The Norwegian Embassy in Washington did not immediately respond to a request to confirm Khazem’s status.
Khazem’s killing follows the death Thursday of another prominent Palestinian militant commander, Mohamed Jaber, also known as Abu Shuja’a. Jaber, 26, who headed the Tulkarm Battalion, an umbrella group led by Palestinian Islamic Jihad, was killed when IDF forces raided the mosque where he was hiding in the Nur al-Shams camp.
The IDF said Friday that Israeli forces have killed 20 people – whom they described as “terrorists” – in airstrikes and “exchanges of fire” since the incursion began early Tuesday in multiple West Bank locations, including sites in Jenin, Tulkarm and the al-Fara’a refugee camp.
In its largest actions in the Palestinian territory since the Oct. 7 attacks by Hamas, hundreds of Israeli troops moved on the areas, sometimes with air cover. Israel said the attacks are meant to root out militant cells and destroy their infrastructure and weapons.
Thousands of civilians have been affected, with families trapped in battle-shaken neighborhoods, often without water, electricity or internet. Israeli combat bulldozers have plowed many of the area’s streets to rubble to clear possible booby traps.
“The situation is catastrophic,” Ahmad Zahran, deputy director of the Red Crescent in Tulkarm, told The Post on Thursday.
The IDF said it concluded operations in al-Fara’a on Thursday, while reports from Tulkarm’s two refugee camps said the scene was quiet. The military remained active in Jenin. The IDF has said it could continue the actions for several days.

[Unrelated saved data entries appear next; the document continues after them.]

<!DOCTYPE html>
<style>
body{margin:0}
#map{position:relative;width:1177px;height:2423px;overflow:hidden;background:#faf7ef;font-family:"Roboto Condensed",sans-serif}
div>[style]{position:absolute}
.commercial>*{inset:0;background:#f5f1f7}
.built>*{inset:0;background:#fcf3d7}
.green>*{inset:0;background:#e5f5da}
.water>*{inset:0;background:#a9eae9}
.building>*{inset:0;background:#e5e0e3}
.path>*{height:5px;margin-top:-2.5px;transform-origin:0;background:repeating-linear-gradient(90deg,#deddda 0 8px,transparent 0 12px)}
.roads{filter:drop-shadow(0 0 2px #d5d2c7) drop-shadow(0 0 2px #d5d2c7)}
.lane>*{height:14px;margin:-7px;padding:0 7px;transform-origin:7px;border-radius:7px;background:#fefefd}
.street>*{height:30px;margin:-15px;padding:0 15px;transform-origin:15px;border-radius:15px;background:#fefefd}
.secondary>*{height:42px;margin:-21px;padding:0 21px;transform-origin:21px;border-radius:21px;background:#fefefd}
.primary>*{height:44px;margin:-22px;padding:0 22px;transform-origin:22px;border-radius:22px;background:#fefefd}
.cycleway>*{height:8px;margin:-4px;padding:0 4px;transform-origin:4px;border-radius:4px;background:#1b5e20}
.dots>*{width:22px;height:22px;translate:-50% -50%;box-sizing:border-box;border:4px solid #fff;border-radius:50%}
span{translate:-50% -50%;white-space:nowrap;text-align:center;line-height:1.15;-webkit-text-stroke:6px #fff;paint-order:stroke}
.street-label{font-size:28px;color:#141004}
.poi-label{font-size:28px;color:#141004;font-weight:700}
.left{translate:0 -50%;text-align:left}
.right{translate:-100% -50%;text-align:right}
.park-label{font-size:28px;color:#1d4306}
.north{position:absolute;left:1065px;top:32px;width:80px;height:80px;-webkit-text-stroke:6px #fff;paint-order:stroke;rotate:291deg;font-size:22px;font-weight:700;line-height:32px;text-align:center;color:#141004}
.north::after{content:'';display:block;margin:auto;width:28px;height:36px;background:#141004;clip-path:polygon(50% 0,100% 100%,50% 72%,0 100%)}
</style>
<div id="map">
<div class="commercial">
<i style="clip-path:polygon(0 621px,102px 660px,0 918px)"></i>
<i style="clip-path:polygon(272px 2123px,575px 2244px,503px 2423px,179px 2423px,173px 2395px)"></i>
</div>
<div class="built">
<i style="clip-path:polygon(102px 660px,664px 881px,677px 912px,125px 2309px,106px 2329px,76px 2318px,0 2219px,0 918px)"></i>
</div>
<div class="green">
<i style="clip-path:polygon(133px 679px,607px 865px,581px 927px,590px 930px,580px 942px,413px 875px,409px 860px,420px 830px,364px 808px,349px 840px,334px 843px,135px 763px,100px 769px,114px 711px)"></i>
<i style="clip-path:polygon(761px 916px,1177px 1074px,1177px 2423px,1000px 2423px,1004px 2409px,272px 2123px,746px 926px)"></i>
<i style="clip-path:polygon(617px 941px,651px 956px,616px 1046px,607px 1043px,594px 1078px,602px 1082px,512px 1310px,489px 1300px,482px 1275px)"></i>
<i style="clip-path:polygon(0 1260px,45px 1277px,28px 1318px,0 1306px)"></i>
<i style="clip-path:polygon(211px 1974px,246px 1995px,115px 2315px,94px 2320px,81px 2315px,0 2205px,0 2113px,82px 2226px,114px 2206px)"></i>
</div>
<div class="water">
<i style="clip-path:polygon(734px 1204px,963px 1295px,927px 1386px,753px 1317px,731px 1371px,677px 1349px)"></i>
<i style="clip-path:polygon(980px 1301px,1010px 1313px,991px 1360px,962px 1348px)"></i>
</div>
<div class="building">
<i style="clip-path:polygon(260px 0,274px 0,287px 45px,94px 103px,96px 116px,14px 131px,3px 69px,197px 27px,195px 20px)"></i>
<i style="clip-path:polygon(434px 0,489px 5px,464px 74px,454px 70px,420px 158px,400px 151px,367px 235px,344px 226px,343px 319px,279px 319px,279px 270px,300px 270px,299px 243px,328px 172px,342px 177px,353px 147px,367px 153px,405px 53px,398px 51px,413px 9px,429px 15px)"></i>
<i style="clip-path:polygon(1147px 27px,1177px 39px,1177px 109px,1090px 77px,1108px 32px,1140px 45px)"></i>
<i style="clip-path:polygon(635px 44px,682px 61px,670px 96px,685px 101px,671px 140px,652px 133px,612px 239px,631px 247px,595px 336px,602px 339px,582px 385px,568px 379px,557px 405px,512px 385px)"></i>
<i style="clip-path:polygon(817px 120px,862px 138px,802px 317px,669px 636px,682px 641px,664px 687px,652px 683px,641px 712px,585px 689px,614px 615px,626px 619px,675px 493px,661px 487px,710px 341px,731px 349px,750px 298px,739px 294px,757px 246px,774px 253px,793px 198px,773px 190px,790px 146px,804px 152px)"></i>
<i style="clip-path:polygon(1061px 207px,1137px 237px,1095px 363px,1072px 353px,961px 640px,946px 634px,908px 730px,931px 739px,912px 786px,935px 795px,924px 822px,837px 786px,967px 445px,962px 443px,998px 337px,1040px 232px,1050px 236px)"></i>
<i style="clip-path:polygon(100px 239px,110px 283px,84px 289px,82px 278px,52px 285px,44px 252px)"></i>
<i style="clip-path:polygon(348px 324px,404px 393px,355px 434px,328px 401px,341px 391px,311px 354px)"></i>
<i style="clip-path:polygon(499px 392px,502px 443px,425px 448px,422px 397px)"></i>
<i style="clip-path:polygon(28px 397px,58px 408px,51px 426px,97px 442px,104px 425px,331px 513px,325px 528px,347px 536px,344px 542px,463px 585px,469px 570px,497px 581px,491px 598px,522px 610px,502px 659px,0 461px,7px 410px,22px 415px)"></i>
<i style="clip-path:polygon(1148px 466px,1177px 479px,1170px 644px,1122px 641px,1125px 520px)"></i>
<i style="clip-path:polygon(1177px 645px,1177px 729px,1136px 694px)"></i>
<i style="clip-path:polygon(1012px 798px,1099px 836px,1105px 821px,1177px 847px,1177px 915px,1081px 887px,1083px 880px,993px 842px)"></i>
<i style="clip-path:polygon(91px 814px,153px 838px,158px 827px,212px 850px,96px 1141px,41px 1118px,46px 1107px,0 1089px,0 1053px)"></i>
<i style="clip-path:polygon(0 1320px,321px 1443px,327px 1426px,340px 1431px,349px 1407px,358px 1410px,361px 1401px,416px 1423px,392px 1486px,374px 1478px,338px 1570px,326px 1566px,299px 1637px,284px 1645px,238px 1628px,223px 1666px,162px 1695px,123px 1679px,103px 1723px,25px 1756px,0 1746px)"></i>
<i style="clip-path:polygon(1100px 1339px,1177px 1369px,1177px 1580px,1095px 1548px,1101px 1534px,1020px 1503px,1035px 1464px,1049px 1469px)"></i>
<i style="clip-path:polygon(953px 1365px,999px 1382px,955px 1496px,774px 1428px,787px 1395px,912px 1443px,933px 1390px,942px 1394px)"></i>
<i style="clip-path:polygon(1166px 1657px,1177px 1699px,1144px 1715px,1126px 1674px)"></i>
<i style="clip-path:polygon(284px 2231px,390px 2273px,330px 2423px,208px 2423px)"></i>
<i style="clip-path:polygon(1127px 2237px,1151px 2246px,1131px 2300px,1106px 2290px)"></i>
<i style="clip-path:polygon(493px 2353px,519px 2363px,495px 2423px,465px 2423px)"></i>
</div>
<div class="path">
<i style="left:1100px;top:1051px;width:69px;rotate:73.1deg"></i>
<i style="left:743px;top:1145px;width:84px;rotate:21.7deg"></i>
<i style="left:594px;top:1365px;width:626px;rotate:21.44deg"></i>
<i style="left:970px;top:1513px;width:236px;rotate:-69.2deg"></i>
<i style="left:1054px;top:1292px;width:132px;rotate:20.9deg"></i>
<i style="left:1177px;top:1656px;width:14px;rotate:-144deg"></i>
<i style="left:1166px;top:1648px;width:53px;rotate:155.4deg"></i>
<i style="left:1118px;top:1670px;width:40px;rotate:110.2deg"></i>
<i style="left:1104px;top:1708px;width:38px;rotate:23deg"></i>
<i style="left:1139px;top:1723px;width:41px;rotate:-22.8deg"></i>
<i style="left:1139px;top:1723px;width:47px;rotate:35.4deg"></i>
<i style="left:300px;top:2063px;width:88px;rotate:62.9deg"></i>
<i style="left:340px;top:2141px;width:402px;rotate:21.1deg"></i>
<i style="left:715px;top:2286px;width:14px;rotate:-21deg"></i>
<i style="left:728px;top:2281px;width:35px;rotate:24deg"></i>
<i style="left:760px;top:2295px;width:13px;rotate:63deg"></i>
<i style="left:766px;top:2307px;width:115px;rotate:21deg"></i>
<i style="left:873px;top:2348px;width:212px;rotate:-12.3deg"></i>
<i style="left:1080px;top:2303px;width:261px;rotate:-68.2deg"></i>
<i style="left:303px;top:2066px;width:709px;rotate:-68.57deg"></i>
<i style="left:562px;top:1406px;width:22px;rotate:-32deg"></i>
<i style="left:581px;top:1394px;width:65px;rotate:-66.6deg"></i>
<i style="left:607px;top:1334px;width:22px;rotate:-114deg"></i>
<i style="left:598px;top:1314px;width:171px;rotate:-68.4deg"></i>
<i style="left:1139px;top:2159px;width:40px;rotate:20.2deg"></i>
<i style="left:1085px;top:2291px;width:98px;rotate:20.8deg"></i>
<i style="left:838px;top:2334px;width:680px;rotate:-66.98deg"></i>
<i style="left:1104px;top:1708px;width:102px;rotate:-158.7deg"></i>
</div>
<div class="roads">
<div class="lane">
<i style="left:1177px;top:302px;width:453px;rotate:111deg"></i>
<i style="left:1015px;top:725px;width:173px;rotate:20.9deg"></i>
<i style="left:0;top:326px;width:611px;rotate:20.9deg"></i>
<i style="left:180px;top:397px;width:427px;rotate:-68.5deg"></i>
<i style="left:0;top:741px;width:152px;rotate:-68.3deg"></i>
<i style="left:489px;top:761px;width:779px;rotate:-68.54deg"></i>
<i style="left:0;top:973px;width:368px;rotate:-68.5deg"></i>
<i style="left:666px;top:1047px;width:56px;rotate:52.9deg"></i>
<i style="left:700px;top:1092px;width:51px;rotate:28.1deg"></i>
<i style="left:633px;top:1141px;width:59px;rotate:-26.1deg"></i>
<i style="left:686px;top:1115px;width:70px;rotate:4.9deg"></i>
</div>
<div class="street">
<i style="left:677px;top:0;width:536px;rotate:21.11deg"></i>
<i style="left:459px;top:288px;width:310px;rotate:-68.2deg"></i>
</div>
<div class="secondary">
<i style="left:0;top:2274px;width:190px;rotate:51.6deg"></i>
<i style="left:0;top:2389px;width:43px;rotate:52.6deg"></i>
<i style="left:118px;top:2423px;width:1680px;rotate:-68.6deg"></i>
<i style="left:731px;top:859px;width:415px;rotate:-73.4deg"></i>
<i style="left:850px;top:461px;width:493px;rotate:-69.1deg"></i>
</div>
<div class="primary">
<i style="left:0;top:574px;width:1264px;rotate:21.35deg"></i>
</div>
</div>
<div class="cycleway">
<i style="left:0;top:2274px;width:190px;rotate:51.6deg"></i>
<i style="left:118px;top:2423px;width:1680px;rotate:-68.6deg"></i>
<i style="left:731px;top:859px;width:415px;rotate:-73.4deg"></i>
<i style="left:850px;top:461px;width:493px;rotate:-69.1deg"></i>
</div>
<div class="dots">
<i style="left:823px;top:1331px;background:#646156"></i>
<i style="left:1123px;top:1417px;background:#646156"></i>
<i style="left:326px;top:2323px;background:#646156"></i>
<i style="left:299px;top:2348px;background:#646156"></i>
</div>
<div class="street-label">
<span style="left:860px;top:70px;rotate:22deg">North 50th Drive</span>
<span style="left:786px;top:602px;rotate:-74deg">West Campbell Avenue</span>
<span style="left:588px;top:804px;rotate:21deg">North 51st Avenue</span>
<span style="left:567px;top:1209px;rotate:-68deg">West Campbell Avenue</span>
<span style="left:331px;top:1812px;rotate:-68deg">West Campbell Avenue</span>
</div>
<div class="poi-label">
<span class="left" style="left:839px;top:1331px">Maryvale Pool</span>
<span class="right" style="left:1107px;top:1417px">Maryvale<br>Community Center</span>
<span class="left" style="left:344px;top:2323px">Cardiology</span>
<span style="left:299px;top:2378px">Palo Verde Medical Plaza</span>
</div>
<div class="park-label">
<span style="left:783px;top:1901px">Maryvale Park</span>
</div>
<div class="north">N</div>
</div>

The United Nations said it had been forced to suspend support services for refugees in several parts of the West Bank. “Tens of thousands of people in four refugee camps have been impacted by this operation, including through destruction of public and private infrastructure,” Philippe Lazzarini, the head of the U.N. Relief and Works Agency for Palestine Refugees, said in a tweet Friday.
HERE’S WHAT TO KNOW
• The World Health Organization said Israel has agreed to successive “humanitarian pauses” in military operations in Gaza, beginning Sunday, to allow more than 640,000 children to be given oral polio vaccinations after an outbreak of the virus. The pauses, from 6 a.m. to 3 p.m., will last for at least three days in three separate zones, beginning in central Gaza and then moving to the south and the north, according to the WHO.
• Vice President Kamala Harris told CNN in an interview that “far too many innocent Palestinians have been killed” while also stressing Israel’s right to defend itself. In her first major interview since she rose to the top of the Democratic ticket, she did not fully answer whether she would be open to withholding U.S. weapons shipments to Israel should she be elected president, instead pointing to her work with President Biden to secure a cease-fire and hostage deal.

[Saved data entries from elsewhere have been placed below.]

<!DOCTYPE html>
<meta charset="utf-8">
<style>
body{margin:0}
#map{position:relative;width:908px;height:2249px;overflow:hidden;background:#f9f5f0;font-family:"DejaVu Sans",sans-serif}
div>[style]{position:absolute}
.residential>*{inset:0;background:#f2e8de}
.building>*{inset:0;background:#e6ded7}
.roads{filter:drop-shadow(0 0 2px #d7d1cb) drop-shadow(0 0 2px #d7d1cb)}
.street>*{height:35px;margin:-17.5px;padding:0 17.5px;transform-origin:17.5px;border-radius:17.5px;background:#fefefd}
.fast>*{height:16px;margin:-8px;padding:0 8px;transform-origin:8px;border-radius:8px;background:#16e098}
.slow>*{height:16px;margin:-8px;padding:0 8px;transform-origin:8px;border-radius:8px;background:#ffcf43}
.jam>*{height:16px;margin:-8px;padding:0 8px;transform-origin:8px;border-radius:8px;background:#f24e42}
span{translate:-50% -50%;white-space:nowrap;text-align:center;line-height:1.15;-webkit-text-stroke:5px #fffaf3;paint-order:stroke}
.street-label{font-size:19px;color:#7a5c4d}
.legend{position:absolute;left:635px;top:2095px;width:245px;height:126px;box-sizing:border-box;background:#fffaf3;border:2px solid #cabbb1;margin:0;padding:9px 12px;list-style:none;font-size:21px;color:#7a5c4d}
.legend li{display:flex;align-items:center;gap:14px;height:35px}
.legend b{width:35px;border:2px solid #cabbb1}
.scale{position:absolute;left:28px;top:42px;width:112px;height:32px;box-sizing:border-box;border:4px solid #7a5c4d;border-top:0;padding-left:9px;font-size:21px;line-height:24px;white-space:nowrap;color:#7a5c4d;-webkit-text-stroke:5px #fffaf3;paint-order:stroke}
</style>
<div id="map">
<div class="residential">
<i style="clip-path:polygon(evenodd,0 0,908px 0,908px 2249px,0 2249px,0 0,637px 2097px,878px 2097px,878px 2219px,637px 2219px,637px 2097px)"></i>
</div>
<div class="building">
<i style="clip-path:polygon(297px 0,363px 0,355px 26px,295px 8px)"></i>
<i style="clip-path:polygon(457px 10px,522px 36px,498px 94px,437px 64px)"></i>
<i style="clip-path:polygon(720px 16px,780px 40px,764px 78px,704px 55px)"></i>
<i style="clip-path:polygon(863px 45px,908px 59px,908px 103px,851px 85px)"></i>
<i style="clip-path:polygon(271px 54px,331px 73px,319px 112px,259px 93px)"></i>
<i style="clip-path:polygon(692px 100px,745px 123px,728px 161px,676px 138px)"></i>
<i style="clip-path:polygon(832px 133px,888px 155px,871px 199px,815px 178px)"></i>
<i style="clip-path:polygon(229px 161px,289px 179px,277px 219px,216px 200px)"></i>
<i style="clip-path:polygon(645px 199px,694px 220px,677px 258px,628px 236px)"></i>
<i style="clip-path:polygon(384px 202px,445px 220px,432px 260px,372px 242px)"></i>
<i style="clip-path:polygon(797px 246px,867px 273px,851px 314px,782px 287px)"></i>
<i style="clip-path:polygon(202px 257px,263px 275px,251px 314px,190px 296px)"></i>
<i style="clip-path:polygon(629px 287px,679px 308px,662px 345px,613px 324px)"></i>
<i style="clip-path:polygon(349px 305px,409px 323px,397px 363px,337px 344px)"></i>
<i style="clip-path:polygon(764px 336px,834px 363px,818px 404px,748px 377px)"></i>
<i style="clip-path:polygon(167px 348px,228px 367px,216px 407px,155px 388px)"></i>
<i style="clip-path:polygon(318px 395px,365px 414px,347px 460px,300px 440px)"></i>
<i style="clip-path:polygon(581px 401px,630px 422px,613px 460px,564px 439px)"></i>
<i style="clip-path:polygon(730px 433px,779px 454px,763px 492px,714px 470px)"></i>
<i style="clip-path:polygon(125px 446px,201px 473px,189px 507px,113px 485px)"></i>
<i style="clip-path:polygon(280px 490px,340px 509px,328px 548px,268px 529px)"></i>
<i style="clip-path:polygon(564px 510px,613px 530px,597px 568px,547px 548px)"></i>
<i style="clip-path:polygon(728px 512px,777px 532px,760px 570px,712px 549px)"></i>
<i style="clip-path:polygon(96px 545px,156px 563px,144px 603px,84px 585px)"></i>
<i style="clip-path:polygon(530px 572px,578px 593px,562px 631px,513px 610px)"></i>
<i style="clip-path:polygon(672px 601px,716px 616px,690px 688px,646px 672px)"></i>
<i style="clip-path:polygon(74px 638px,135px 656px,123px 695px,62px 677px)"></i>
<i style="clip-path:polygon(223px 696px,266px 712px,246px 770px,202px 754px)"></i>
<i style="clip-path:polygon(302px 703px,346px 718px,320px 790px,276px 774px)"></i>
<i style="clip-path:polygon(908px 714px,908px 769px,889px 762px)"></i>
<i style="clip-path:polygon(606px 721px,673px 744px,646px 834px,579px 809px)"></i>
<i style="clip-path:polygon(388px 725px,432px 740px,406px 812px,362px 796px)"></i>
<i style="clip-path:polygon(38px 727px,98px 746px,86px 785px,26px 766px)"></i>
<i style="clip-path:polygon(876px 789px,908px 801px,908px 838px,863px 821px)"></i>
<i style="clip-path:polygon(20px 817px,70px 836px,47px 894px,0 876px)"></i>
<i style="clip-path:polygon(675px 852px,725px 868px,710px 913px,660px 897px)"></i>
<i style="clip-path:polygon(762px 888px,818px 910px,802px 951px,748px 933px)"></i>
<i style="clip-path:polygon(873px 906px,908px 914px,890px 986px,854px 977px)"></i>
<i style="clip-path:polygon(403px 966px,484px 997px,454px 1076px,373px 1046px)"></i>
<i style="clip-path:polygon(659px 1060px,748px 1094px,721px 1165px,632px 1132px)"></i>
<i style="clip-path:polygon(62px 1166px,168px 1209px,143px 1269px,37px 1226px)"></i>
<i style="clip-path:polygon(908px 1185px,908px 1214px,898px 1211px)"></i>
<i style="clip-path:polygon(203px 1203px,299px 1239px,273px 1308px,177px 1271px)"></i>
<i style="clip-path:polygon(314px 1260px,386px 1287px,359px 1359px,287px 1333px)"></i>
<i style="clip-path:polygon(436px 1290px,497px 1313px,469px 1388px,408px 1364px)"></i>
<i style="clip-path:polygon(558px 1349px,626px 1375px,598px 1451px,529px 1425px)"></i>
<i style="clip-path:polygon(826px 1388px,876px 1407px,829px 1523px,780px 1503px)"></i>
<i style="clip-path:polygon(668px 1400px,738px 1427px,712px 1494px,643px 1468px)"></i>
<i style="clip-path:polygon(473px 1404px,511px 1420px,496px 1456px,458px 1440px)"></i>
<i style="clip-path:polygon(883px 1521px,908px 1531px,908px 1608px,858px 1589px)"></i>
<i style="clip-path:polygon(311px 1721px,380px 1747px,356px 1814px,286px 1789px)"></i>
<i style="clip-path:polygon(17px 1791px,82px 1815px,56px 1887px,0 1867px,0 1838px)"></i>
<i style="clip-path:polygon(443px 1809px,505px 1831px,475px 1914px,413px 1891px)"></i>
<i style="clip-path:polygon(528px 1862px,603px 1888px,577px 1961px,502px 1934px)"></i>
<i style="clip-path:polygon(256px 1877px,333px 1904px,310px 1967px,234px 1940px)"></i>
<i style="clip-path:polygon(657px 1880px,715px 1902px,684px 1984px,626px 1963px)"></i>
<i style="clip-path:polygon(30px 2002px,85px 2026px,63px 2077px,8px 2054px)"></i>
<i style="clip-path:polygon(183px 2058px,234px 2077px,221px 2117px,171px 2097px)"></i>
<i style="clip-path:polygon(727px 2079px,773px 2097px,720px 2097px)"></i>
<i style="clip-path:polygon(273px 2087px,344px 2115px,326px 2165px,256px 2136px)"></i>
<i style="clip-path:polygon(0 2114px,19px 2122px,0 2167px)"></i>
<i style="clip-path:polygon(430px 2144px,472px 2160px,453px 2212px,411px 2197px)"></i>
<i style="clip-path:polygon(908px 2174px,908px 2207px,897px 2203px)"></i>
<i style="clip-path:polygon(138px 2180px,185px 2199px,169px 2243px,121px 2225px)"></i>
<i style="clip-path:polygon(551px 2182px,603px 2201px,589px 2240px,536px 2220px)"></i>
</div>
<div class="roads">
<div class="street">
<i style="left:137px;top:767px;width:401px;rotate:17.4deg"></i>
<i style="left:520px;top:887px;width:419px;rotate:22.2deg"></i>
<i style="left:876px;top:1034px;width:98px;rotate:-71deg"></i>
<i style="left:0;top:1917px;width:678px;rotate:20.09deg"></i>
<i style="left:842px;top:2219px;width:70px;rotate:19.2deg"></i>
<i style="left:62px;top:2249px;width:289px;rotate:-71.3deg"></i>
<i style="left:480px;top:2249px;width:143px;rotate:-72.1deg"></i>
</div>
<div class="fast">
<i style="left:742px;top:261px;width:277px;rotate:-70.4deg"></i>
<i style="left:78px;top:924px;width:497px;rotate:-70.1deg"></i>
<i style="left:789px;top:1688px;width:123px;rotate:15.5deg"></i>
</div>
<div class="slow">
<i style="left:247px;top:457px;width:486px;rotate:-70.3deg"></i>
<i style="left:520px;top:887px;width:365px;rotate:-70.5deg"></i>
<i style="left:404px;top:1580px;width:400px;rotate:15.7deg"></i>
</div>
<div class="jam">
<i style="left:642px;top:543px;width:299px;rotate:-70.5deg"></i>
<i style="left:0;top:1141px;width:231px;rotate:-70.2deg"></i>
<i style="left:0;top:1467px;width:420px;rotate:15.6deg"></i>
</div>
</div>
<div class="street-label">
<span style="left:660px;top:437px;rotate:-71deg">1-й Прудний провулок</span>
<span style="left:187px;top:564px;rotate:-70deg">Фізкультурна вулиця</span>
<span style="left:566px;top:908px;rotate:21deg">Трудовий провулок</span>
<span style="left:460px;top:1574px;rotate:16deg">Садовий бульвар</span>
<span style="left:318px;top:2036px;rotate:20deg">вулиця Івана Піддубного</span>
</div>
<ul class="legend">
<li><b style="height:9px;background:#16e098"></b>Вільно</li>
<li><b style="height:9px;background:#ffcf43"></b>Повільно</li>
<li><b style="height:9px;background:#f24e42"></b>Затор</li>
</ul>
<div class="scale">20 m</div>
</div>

• At least 40,602 people have been killed and 93,855 injured in Gaza since the war started, according to the Gaza Health Ministry on Thursday. It does not distinguish between civilians and combatants but says the majority of the dead are women and children. Israel estimates that about 1,200 people were killed in Hamas’s Oct. 7 attack, including more than 300 soldiers, and it says 339 soldiers have been killed since the start of its military operations in Gaza.